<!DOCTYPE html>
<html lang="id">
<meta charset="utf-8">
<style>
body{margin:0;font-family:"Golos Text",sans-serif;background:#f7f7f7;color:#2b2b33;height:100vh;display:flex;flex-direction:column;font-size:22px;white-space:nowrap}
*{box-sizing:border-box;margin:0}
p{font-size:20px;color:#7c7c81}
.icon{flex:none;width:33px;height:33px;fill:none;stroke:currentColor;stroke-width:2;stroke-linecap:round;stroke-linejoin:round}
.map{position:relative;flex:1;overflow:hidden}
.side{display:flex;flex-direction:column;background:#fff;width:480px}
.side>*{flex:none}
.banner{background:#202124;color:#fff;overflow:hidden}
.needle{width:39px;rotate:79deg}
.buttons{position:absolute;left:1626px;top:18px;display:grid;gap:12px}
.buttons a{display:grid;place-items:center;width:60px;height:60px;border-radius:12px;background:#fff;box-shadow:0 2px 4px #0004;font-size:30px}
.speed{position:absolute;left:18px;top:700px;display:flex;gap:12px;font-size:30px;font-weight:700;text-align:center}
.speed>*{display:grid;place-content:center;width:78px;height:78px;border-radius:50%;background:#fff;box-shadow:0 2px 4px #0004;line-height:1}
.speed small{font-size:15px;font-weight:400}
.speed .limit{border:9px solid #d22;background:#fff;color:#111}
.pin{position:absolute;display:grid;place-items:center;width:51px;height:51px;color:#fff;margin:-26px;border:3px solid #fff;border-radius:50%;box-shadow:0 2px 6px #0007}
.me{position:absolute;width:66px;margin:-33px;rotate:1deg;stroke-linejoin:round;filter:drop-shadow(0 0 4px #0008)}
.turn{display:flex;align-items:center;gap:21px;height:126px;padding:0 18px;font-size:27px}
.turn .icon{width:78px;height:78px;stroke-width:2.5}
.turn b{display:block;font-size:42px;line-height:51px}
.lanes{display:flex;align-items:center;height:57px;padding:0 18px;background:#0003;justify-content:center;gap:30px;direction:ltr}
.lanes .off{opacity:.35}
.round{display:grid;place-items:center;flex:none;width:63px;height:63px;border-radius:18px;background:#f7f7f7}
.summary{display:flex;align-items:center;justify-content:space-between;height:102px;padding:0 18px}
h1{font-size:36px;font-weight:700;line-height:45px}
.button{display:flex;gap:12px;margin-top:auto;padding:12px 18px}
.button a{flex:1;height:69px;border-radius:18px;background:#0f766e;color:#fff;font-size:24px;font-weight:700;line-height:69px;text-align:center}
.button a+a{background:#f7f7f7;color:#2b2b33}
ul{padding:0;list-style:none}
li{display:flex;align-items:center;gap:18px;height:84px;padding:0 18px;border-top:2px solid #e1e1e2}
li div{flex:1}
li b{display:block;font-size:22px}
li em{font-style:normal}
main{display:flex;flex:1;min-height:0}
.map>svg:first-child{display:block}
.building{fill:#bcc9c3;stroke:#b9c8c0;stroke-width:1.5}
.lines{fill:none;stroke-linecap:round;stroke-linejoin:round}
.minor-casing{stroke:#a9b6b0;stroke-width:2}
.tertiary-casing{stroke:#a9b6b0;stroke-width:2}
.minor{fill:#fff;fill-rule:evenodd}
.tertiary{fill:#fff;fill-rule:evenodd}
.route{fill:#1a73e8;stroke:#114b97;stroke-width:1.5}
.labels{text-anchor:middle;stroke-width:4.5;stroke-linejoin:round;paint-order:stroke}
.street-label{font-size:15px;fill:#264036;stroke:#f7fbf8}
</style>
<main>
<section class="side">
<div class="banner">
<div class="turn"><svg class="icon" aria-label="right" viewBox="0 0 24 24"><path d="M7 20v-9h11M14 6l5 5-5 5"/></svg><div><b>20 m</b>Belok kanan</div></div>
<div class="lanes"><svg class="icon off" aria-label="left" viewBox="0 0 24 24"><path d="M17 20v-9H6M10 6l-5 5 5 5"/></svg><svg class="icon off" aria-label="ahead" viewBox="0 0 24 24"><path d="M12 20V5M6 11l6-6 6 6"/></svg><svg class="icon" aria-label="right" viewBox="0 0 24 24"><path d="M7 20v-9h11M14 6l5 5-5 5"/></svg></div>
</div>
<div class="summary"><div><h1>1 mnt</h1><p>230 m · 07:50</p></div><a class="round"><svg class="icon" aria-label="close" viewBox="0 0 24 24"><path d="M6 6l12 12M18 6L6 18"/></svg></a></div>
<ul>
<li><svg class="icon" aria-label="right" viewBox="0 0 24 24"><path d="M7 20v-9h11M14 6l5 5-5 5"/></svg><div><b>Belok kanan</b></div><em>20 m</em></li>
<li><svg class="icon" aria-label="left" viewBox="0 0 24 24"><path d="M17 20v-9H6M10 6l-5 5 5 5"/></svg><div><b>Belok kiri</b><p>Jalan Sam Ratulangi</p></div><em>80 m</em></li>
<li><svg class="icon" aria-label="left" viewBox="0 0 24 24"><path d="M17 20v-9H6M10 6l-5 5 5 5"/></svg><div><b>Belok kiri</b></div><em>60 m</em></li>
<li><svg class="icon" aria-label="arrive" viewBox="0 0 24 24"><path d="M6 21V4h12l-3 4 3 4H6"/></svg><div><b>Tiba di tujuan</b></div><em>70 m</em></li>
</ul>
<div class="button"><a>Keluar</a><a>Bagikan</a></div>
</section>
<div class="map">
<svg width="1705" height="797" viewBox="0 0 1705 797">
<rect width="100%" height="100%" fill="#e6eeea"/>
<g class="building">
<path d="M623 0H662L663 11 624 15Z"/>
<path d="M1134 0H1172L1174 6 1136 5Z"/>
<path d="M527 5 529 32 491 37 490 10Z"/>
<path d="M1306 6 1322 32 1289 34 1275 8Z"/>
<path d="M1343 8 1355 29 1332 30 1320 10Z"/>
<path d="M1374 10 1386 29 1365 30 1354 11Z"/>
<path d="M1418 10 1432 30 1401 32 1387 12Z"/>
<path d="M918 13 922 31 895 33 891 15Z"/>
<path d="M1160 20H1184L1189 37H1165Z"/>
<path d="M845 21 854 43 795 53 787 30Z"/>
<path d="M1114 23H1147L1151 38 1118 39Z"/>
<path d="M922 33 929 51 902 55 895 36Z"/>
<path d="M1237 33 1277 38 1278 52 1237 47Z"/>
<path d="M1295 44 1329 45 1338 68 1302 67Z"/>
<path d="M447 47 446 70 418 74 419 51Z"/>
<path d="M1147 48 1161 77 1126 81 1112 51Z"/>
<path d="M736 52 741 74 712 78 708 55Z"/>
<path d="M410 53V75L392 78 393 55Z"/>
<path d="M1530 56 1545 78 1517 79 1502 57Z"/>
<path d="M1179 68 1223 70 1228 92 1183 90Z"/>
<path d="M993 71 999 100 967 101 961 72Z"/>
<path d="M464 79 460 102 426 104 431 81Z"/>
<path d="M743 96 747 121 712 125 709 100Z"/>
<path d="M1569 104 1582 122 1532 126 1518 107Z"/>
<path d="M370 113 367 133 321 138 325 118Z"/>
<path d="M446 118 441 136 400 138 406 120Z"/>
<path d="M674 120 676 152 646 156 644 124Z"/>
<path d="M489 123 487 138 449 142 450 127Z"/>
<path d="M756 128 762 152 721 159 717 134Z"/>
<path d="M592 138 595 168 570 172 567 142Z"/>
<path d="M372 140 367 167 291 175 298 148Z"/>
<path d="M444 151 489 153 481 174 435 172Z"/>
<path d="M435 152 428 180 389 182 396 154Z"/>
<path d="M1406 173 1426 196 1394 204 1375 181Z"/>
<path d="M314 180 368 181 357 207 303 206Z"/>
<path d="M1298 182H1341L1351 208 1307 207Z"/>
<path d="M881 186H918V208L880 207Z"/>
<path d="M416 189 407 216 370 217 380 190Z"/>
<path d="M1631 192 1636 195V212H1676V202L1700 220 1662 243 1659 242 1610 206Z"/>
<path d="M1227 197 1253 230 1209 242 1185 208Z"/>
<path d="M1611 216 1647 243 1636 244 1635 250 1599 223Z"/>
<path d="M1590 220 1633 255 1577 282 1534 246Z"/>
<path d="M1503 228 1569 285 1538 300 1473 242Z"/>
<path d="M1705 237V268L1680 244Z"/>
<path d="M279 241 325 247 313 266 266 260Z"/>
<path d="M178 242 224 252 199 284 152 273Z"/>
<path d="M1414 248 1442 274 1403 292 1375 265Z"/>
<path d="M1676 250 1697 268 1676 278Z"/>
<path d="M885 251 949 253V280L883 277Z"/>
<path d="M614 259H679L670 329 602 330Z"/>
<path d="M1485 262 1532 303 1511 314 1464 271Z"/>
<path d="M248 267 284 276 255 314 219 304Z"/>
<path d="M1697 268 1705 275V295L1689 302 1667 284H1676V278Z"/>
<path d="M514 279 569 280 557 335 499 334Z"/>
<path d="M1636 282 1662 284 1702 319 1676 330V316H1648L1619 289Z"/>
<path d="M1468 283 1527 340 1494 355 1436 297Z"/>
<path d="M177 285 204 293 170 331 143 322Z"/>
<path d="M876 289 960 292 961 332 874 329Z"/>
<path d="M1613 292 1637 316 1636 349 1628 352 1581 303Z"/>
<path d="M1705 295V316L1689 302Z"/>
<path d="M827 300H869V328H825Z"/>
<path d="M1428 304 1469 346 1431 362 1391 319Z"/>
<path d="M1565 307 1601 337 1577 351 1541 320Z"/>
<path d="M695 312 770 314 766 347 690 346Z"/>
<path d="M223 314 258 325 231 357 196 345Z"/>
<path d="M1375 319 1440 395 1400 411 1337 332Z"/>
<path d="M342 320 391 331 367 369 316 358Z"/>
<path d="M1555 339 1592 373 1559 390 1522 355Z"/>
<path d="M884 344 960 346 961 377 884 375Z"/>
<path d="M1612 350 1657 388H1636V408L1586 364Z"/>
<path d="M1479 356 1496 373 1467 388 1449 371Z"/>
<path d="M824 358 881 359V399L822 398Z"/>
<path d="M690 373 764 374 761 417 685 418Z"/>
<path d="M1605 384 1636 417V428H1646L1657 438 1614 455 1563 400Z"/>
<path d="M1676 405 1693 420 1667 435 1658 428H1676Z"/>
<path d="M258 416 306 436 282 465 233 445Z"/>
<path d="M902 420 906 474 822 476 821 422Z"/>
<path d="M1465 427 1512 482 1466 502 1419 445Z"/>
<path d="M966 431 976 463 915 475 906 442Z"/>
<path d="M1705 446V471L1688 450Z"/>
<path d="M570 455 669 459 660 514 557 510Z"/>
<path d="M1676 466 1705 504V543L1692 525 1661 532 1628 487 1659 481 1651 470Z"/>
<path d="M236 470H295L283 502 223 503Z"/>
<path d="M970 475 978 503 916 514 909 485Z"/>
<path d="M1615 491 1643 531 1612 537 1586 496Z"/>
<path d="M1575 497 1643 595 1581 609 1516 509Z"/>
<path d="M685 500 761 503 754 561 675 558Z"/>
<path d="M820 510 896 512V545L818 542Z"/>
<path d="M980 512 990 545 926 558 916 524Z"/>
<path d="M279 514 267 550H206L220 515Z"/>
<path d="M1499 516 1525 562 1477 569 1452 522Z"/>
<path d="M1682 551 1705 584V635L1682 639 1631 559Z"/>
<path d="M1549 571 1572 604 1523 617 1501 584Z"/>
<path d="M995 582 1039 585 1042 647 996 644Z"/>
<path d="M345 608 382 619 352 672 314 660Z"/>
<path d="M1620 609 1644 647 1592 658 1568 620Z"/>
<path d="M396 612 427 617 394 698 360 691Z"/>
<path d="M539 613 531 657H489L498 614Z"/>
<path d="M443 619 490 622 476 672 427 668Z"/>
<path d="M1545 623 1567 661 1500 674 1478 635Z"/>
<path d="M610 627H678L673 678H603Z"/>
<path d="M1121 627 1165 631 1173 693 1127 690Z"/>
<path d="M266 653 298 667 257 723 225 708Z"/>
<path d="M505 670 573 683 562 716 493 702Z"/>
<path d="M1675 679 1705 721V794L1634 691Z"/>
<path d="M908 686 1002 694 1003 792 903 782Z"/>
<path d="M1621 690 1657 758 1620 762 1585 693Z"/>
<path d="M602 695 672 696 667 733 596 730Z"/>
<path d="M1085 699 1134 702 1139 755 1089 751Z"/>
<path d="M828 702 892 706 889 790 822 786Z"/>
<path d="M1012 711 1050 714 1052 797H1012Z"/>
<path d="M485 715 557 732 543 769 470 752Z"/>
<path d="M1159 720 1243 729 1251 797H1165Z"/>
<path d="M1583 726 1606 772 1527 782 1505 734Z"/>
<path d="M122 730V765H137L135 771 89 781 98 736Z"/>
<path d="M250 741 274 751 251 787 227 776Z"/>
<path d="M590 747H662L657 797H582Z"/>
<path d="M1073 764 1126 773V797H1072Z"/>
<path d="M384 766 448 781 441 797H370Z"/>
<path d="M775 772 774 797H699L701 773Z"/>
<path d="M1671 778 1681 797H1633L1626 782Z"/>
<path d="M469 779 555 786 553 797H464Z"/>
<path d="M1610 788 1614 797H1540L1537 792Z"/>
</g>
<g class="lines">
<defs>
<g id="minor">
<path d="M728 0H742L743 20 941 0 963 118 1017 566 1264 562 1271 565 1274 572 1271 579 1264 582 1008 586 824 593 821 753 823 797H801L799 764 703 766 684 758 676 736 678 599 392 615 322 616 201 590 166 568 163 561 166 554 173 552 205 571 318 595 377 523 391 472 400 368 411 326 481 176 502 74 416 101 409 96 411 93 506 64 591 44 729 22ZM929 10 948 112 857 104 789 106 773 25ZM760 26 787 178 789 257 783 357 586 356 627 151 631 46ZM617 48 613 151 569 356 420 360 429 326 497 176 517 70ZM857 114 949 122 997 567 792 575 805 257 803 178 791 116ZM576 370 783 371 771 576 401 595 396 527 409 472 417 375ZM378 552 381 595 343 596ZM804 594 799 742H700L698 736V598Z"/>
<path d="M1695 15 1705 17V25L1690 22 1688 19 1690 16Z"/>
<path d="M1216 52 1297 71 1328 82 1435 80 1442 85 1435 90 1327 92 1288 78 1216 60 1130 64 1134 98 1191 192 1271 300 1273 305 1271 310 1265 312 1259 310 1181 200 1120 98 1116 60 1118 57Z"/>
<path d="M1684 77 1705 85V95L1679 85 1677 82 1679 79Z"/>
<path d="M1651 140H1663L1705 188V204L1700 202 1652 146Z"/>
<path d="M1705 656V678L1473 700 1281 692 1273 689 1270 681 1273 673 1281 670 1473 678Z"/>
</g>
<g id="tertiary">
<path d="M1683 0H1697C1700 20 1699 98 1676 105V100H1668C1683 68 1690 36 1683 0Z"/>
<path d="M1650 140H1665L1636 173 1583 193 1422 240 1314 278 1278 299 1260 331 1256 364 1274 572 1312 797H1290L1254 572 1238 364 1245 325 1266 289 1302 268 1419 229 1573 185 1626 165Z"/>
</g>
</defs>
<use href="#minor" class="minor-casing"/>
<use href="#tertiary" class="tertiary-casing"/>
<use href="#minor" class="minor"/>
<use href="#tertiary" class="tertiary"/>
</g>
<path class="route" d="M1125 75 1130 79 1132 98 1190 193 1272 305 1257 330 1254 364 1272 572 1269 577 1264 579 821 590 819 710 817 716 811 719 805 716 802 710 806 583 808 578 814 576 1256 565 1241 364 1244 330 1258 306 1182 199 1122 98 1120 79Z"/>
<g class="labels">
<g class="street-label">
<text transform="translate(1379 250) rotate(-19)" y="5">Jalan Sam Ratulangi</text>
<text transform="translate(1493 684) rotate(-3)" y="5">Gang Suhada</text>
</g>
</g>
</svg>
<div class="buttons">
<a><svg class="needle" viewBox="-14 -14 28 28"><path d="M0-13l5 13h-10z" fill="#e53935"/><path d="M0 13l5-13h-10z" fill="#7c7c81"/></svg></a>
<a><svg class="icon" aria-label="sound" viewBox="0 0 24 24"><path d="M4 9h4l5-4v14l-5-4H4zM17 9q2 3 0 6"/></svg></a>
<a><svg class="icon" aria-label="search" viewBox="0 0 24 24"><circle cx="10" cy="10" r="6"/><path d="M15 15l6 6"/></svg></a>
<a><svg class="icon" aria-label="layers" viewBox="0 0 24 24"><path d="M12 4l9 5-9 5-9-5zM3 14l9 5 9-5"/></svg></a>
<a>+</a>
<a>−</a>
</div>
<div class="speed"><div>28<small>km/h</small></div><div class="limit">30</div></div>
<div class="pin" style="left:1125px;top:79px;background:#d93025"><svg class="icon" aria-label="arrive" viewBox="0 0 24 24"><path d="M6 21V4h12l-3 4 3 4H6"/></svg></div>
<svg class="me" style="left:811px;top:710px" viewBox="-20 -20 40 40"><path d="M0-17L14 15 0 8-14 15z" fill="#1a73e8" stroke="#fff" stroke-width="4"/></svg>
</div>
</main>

::::::::

Show the lines of the entries that include the string "small", copying each in full.

.speed small{font-size:15px;font-weight:400}
<div class="speed"><div>28<small>km/h</small></div><div class="limit">30</div></div>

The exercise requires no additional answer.